== Work required ==
Among the records, which lines hold the word "JSON"? Pick them out.

Saved entries:
- Opening Delimiter -

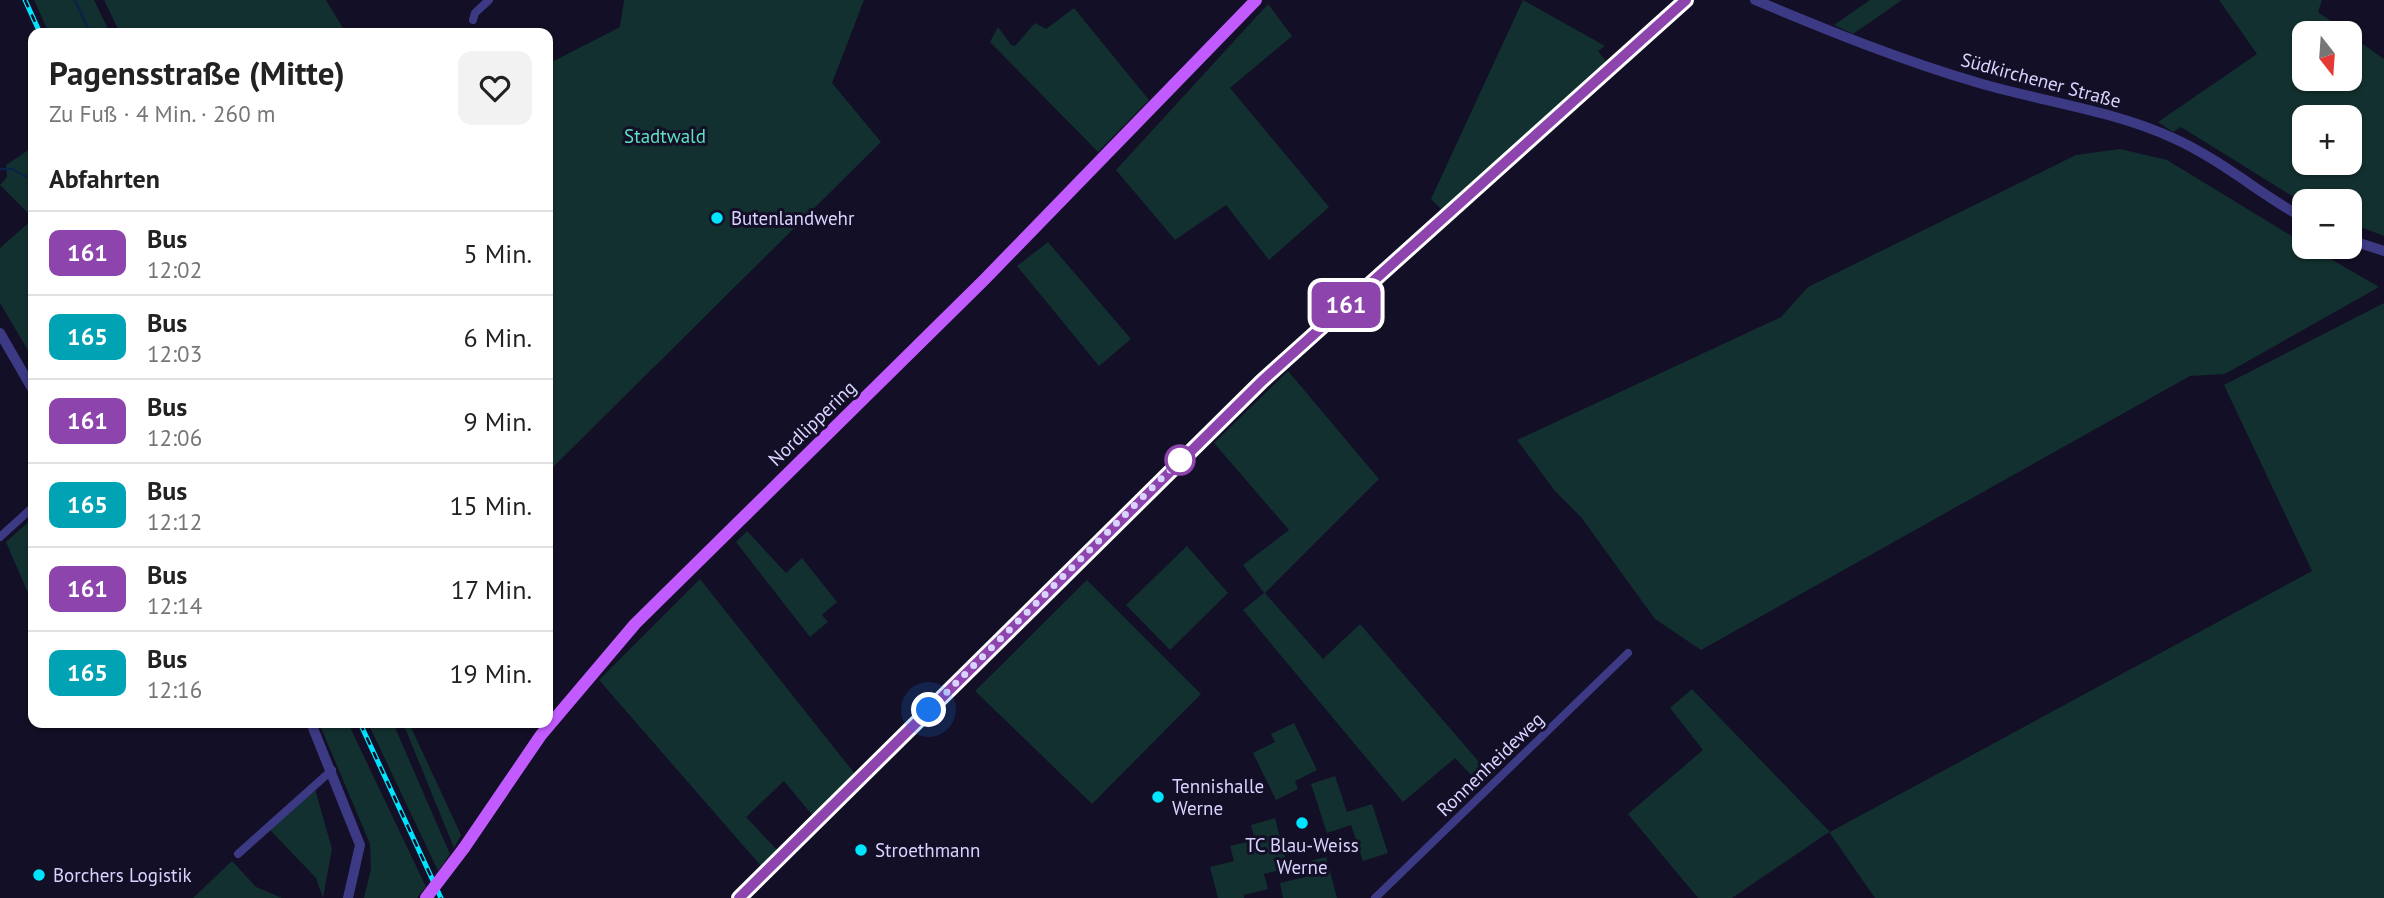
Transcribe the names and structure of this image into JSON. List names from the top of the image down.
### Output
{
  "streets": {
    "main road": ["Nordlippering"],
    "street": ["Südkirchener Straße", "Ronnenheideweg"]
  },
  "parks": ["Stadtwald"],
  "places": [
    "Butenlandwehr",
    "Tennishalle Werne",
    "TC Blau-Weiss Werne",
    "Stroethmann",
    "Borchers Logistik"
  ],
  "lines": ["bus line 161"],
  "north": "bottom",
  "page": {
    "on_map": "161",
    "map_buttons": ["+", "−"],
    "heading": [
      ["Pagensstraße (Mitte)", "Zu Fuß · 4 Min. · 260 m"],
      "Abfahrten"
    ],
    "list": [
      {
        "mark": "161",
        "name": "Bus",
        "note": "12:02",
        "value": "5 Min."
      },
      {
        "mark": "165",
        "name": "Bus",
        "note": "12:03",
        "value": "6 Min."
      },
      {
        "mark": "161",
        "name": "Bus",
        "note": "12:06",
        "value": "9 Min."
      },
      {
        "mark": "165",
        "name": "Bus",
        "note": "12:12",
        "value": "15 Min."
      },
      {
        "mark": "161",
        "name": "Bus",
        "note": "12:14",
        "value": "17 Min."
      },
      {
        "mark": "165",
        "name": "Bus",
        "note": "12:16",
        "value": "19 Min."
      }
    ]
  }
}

- Closing Delimiter -
- Opening Delimiter -

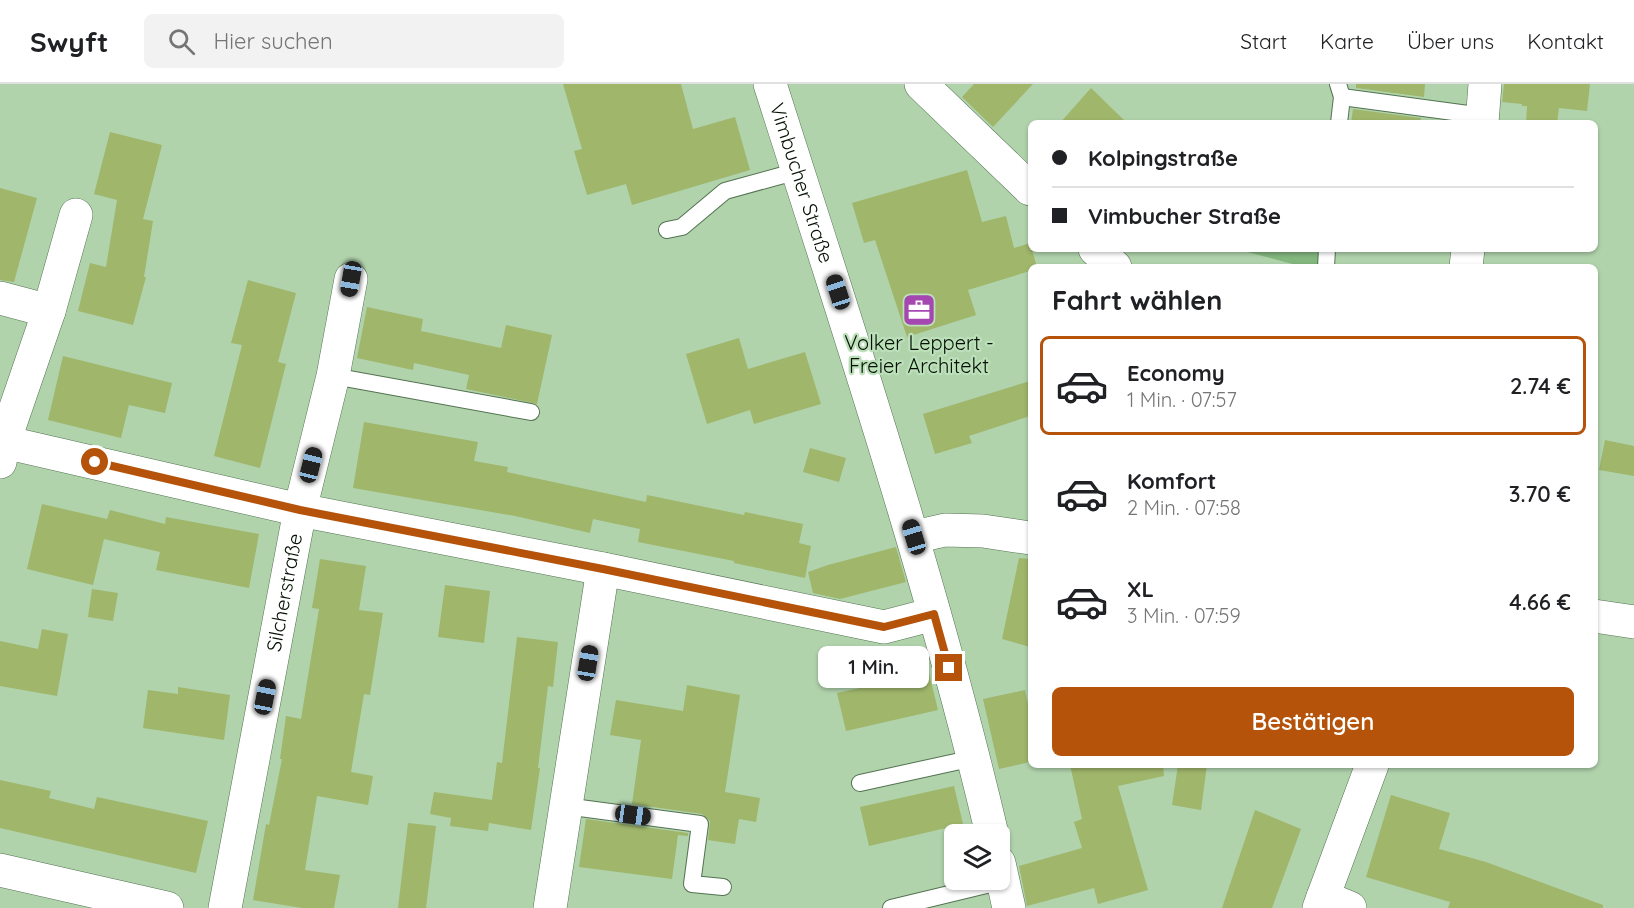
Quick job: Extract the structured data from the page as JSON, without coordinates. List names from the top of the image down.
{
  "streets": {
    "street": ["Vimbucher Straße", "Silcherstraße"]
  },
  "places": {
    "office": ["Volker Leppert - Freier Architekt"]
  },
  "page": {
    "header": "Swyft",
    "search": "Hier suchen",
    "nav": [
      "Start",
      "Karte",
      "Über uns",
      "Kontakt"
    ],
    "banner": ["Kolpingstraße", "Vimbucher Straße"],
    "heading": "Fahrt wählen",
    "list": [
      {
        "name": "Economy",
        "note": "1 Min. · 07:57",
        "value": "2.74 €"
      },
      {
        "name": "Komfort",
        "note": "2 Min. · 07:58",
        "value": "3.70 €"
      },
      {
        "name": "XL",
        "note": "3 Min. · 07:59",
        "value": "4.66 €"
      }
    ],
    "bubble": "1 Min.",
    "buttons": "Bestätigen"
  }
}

- Closing Delimiter -

== Written solution ==
Transcribe the names and structure of this image into JSON. List names from the top of the image down.
Quick job: Extract the structured data from the page as JSON, without coordinates. List names from the top of the image down.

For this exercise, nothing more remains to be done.